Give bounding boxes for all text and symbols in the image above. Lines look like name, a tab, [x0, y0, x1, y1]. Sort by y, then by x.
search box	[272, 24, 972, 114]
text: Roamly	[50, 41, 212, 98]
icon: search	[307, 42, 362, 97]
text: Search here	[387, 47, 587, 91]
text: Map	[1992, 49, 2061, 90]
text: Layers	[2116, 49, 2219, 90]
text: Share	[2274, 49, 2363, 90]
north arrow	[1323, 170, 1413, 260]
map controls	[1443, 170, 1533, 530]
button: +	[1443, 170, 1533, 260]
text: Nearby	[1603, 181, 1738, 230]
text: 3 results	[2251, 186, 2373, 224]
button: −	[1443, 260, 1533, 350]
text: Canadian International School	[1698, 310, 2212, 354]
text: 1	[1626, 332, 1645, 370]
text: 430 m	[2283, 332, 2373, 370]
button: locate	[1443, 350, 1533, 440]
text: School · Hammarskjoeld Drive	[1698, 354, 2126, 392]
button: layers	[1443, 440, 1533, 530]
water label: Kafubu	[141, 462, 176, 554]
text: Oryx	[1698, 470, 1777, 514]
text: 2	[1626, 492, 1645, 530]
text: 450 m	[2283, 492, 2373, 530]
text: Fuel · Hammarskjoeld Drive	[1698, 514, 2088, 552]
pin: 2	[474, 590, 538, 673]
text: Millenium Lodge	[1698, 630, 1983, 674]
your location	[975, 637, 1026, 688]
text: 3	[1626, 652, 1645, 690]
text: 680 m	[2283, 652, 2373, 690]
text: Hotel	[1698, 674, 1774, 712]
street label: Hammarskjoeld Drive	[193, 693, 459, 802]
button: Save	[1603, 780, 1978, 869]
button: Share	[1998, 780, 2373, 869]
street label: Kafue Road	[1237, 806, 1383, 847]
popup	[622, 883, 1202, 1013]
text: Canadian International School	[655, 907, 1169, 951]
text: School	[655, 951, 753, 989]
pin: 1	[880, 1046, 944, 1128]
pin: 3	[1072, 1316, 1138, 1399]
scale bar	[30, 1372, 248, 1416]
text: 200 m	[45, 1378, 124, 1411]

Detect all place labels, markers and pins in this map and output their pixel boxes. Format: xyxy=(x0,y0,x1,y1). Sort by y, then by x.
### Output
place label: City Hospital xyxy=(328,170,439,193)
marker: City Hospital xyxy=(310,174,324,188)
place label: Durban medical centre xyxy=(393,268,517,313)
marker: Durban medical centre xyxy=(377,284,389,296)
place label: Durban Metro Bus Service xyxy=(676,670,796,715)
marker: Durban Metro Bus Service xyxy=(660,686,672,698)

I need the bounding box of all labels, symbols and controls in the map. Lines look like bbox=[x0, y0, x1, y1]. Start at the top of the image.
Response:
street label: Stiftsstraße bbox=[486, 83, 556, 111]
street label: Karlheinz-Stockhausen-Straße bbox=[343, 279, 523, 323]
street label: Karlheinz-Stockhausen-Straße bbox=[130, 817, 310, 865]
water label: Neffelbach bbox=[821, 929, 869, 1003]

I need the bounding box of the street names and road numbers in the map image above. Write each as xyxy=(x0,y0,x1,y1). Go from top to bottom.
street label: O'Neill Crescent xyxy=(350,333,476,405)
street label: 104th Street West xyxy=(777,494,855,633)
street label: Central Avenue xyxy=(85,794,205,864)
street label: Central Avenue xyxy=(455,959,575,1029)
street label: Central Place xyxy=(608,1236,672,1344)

┄┄┄┄┄┄┄┄┄┄

Your reply should consist of all the records, set down exactly.

Give bounding boxes for all text and symbols in the image above. Lines look like name, a tab, [x0, y0, x1, y1]. Sort by y, then by x.
search box	[272, 24, 972, 114]
text: Roamly	[50, 41, 212, 98]
icon: search	[307, 42, 362, 97]
text: Search here	[387, 47, 587, 91]
text: Map	[1992, 49, 2061, 90]
text: Layers	[2116, 49, 2219, 90]
text: Share	[2274, 49, 2363, 90]
north arrow	[1323, 170, 1413, 260]
map controls	[1443, 170, 1533, 530]
button: +	[1443, 170, 1533, 260]
text: Nearby	[1603, 181, 1738, 230]
text: 3 results	[2251, 186, 2373, 224]
button: −	[1443, 260, 1533, 350]
text: Canadian International School	[1698, 310, 2212, 354]
text: 1	[1626, 332, 1645, 370]
text: 430 m	[2283, 332, 2373, 370]
button: locate	[1443, 350, 1533, 440]
text: School · Hammarskjoeld Drive	[1698, 354, 2126, 392]
button: layers	[1443, 440, 1533, 530]
water label: Kafubu	[141, 462, 176, 554]
text: Oryx	[1698, 470, 1777, 514]
text: 2	[1626, 492, 1645, 530]
text: 450 m	[2283, 492, 2373, 530]
text: Fuel · Hammarskjoeld Drive	[1698, 514, 2088, 552]
pin: 2	[474, 590, 538, 673]
text: Millenium Lodge	[1698, 630, 1983, 674]
your location	[975, 637, 1026, 688]
text: 3	[1626, 652, 1645, 690]
text: 680 m	[2283, 652, 2373, 690]
text: Hotel	[1698, 674, 1774, 712]
street label: Hammarskjoeld Drive	[193, 693, 459, 802]
button: Save	[1603, 780, 1978, 869]
button: Share	[1998, 780, 2373, 869]
street label: Kafue Road	[1237, 806, 1383, 847]
popup	[622, 883, 1202, 1013]
text: Canadian International School	[655, 907, 1169, 951]
text: School	[655, 951, 753, 989]
pin: 1	[880, 1046, 944, 1128]
pin: 3	[1072, 1316, 1138, 1399]
scale bar	[30, 1372, 248, 1416]
text: 200 m	[45, 1378, 124, 1411]

Detect all place labels, markers and pins in this map and output their pixel boxes. Format: xyxy=(x0,y0,x1,y1). Sort by y, then by x.
### Output
place label: City Hospital xyxy=(328,170,439,193)
marker: City Hospital xyxy=(310,174,324,188)
place label: Durban medical centre xyxy=(393,268,517,313)
marker: Durban medical centre xyxy=(377,284,389,296)
place label: Durban Metro Bus Service xyxy=(676,670,796,715)
marker: Durban Metro Bus Service xyxy=(660,686,672,698)

I need the bounding box of all labels, symbols and controls in the map. Lines look like bbox=[x0, y0, x1, y1]. Start at the top of the image.
Response:
street label: Stiftsstraße bbox=[486, 83, 556, 111]
street label: Karlheinz-Stockhausen-Straße bbox=[343, 279, 523, 323]
street label: Karlheinz-Stockhausen-Straße bbox=[130, 817, 310, 865]
water label: Neffelbach bbox=[821, 929, 869, 1003]

I need the bounding box of the street names and road numbers in the map image above. Write each as xyxy=(x0,y0,x1,y1). Go from top to bottom.
street label: O'Neill Crescent xyxy=(350,333,476,405)
street label: 104th Street West xyxy=(777,494,855,633)
street label: Central Avenue xyxy=(85,794,205,864)
street label: Central Avenue xyxy=(455,959,575,1029)
street label: Central Place xyxy=(608,1236,672,1344)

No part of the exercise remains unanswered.